Sunday, December 21, 2008

Anniversary

Two years today since my diagnosis. When I mailed the journalist who's undergoing cancer treatment and discussing this on the local TV news, I mentioned the date. His response was absolutely correct; isn't it strange how we remember exactly when we received the news we had cancer? I certainly do, down to the exact circumstances - the consultant had been delayed, I'd had tests the previous week and been told that the consultant who did those tests thought it was "very unlikely" that I had cancer. So, of course, even though I had my suspicions, I went to the hospital appointment feeling totally exhausted but vaguely confident - and I went alone. The news wasn't entirely unexpected, despite what all the medics had been saying for more than a year. Indeed, I didn't feel that it related to me at all. Commonly, this is something that you hear cancer survivors say, particularly when we look back on our illness - I can't connect the person I am now with someone who's had cancer. After all, people with cancer aren't like you and me, are they? But, of course, they are. They are me and they are you. Remember that "one in three" statistic? And then think about the people like me, the people I know, the people you know; we are all susceptible, but we can all survive as long as we insist on investigations when we see our doctors and, if we feel there's something really wrong that they haven't found, we need to keep on insisting.

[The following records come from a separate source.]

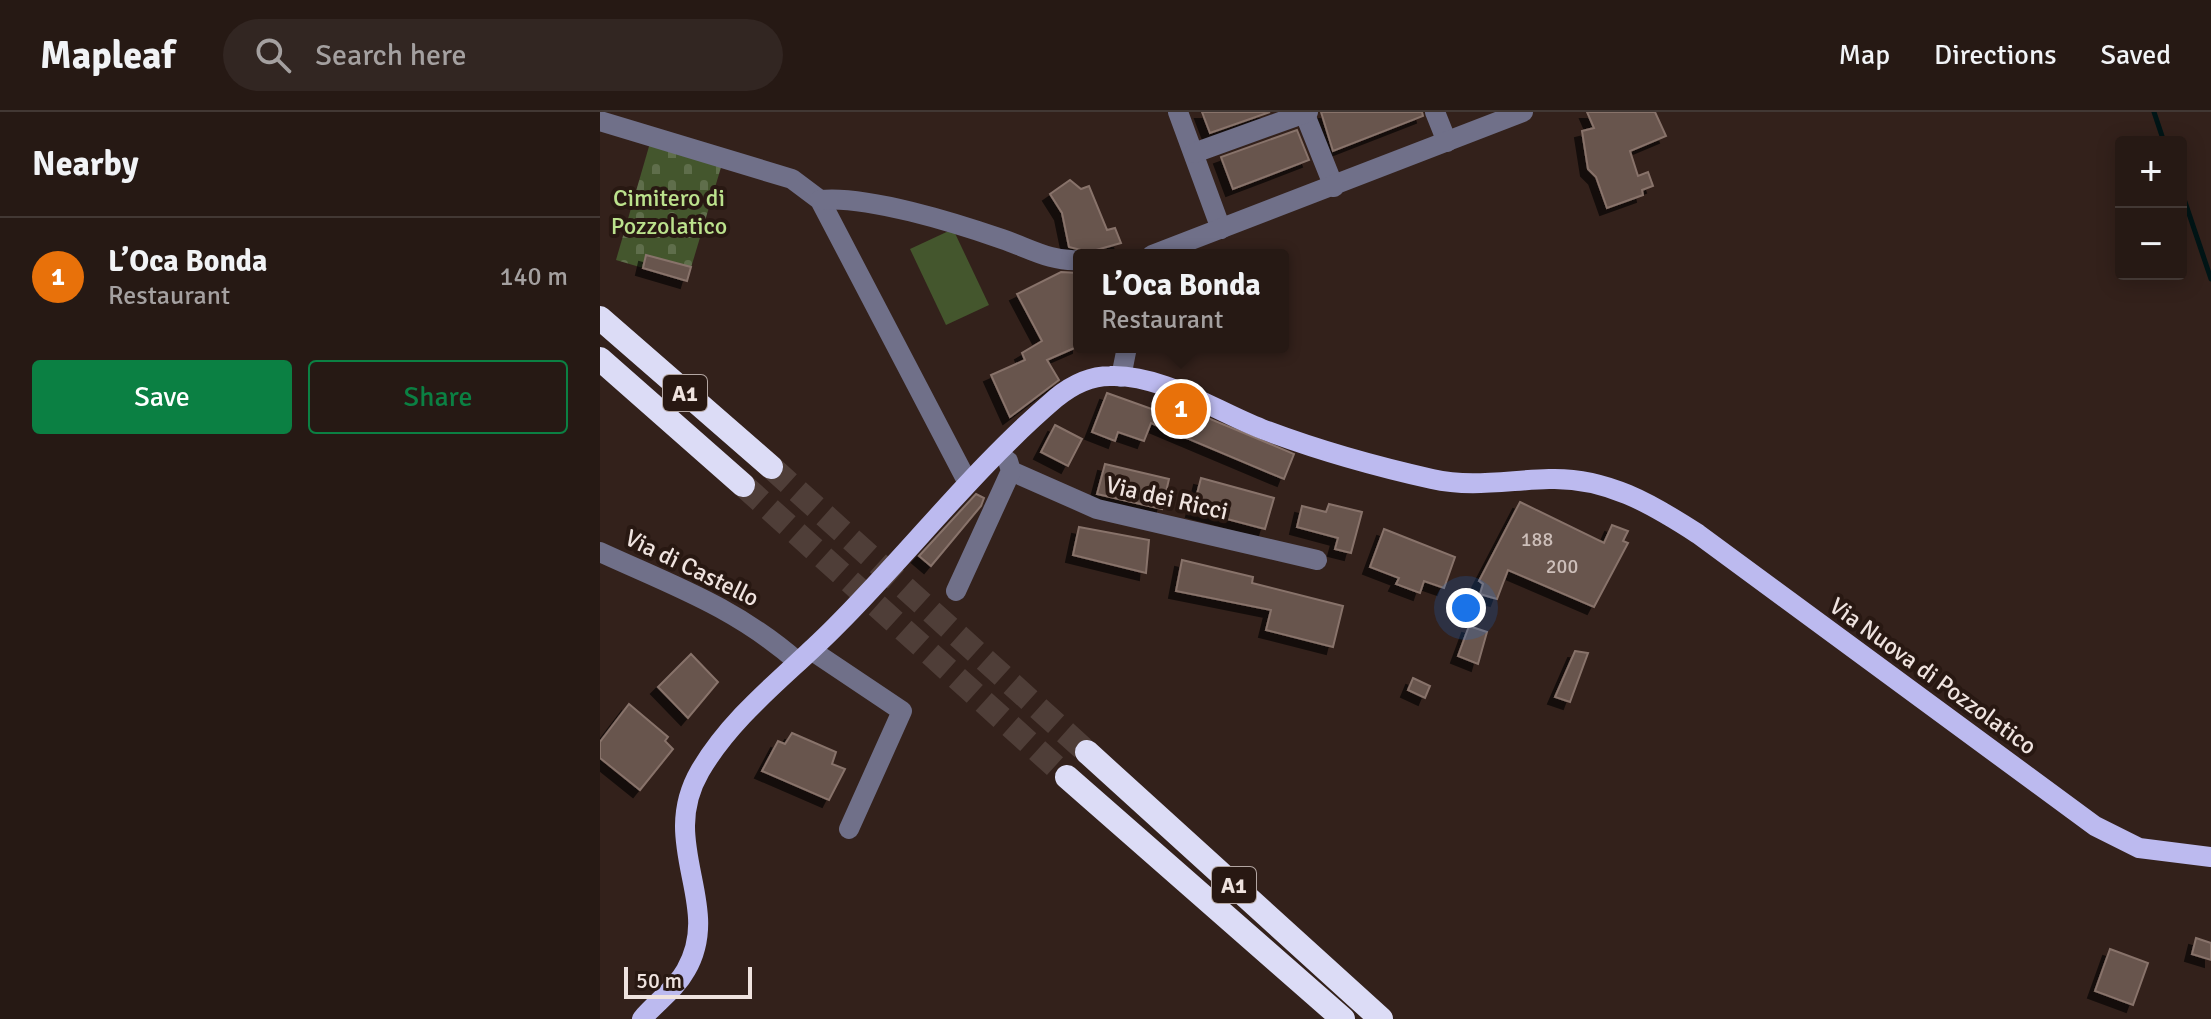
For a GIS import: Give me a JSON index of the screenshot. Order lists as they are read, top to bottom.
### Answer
{
  "streets": {
    "highway": ["A1"],
    "main road": ["Via Nuova di Pozzolatico"],
    "street": ["Via dei Ricci", "Via di Castello"]
  },
  "parks": ["Cimitero di Pozzolatico"],
  "house_numbers": ["188", "200"],
  "scale_bar": "50 m",
  "page": {
    "header": "Mapleaf",
    "search": "Search here",
    "nav": ["Map", "Directions", "Saved"],
    "heading": "Nearby",
    "map_buttons": ["+", "−"],
    "list": [
      {
        "mark": "1",
        "name": "L’Oca Bonda",
        "note": "Restaurant",
        "value": "140 m"
      }
    ],
    "popup": ["L’Oca Bonda", "Restaurant"],
    "buttons": ["Save", "Share"],
    "pins": "1",
    "scale": "50 m"
  }
}
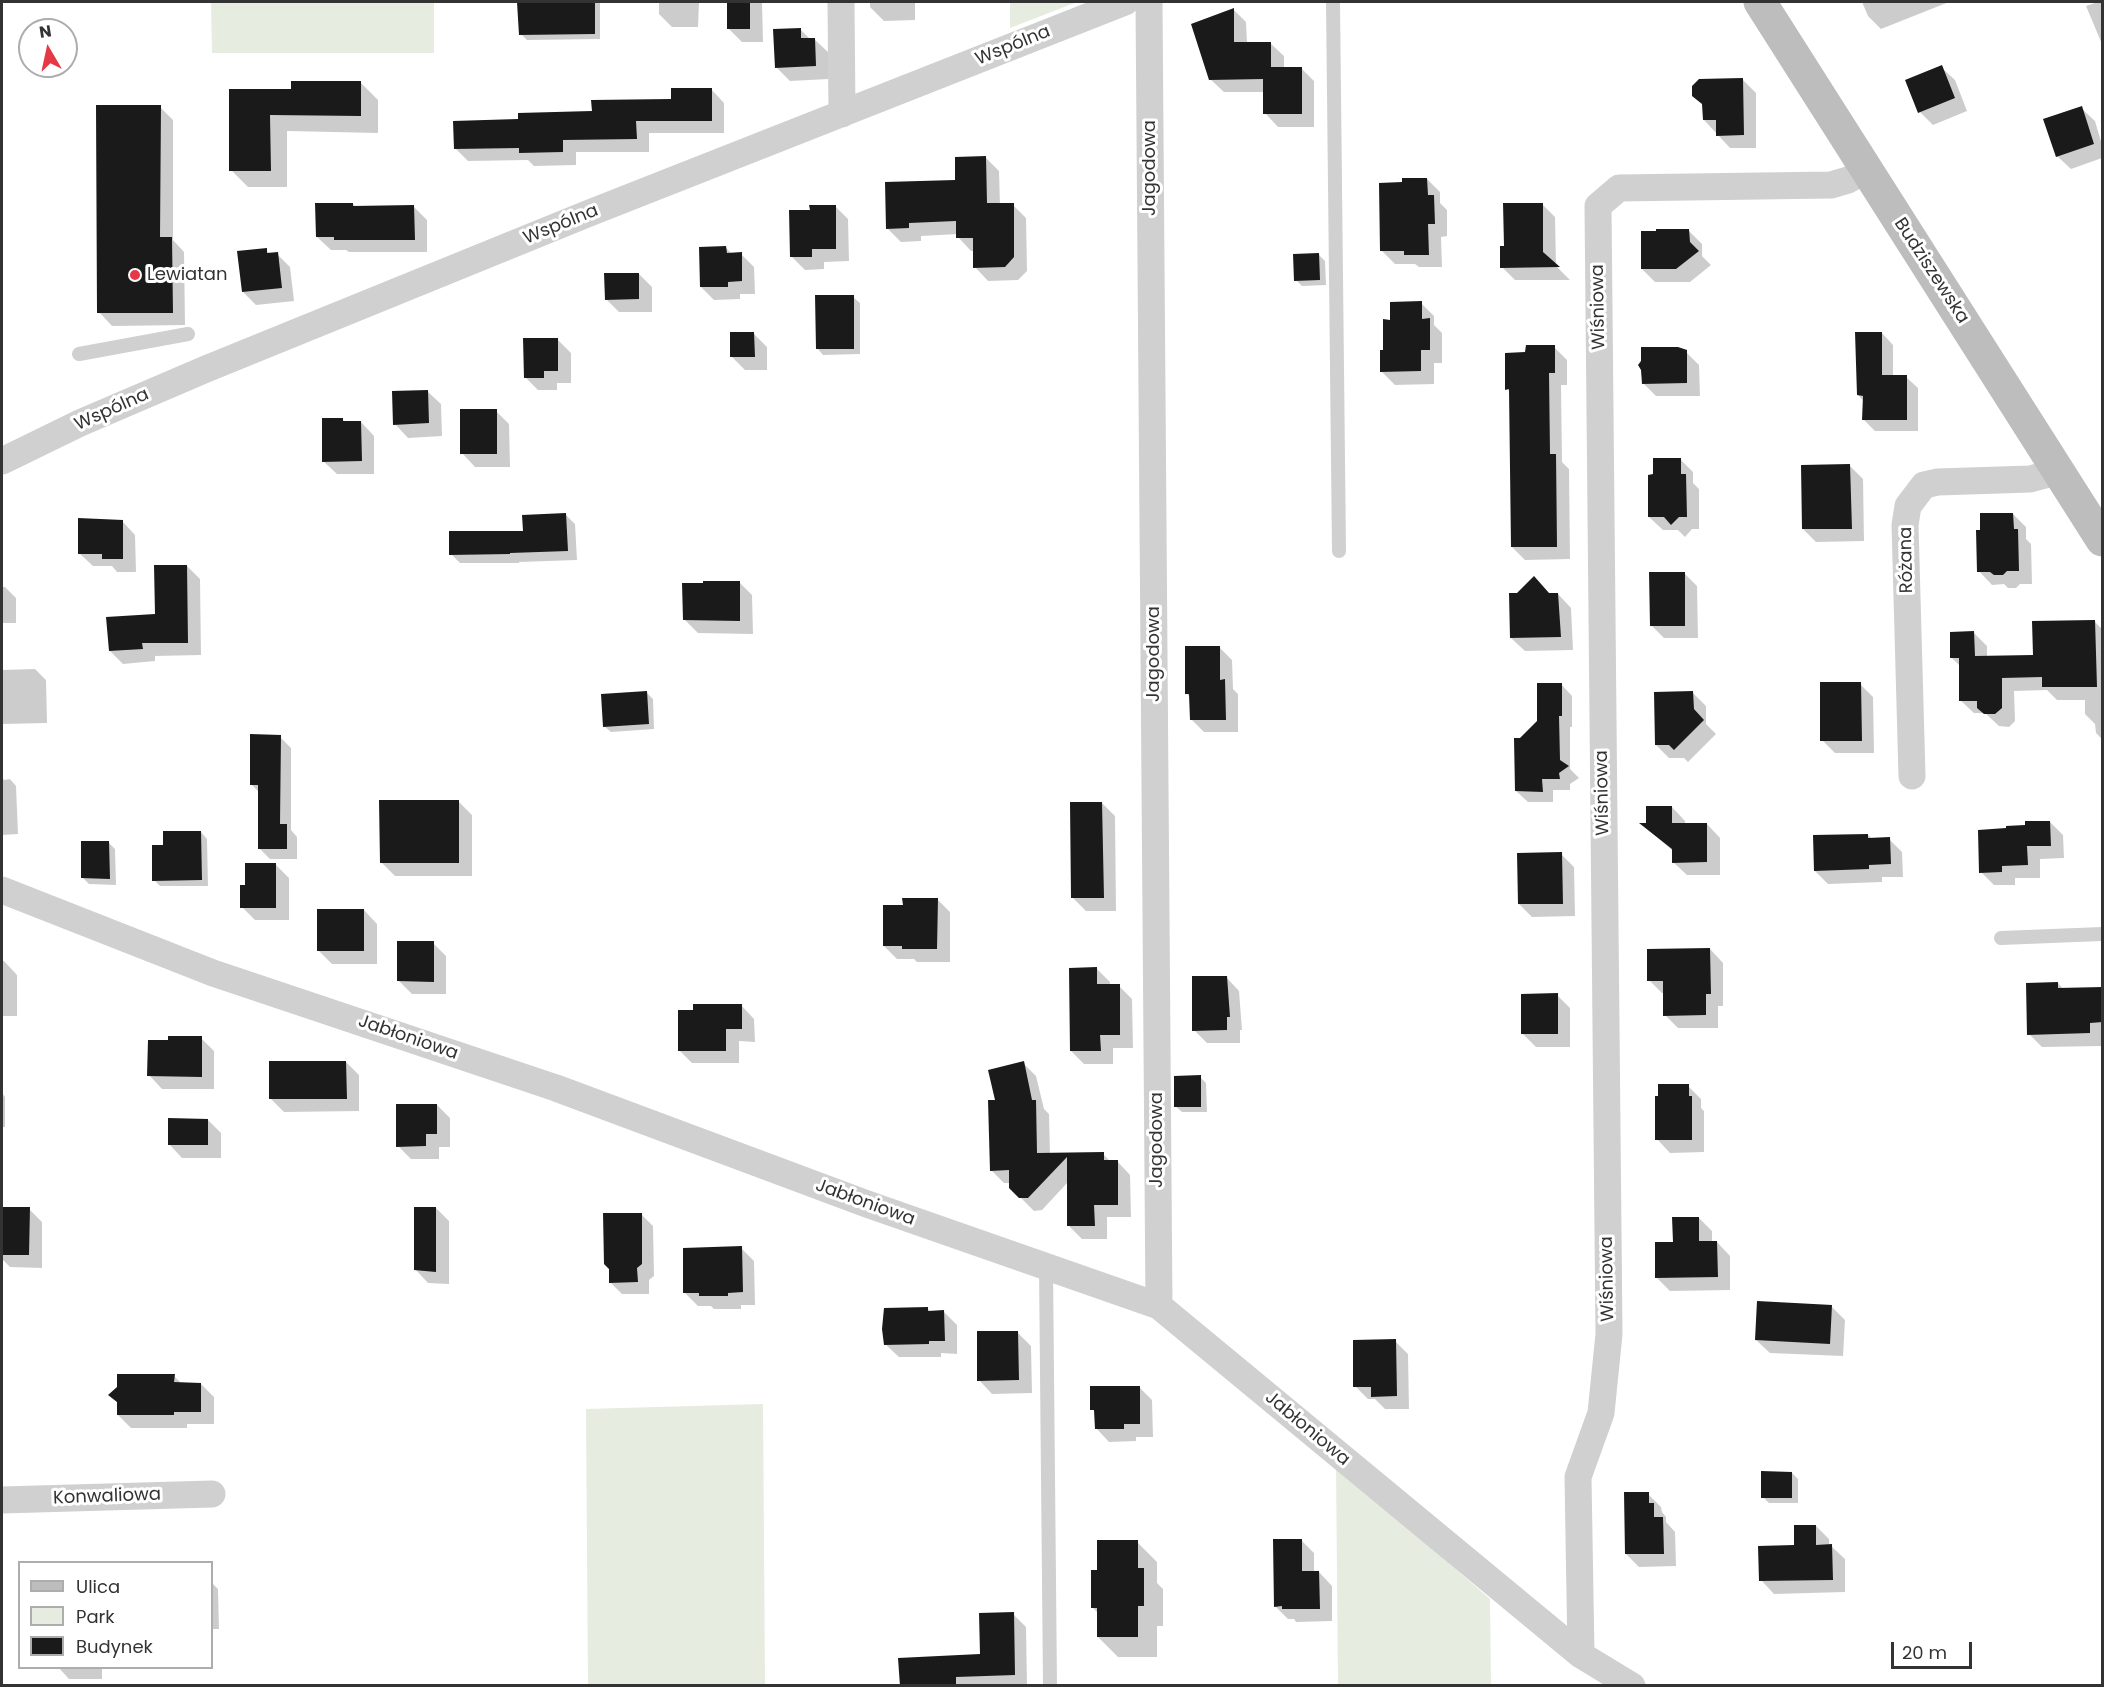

This is the third Christmas since my diagnosis, and the second since surgery and treatment. Two years ago, I was convinced I wouldn't make it to another Christmas, but here I am, thanks to my consultant gynaecologist and her skill and thanks to advances in medical research that have lead to more effective treatment.

So, my musings for today centre around huge thanks to those who helped me and the need to make sure that now that survival rates have improved so much, diagnoses become quicker and more efficient, too.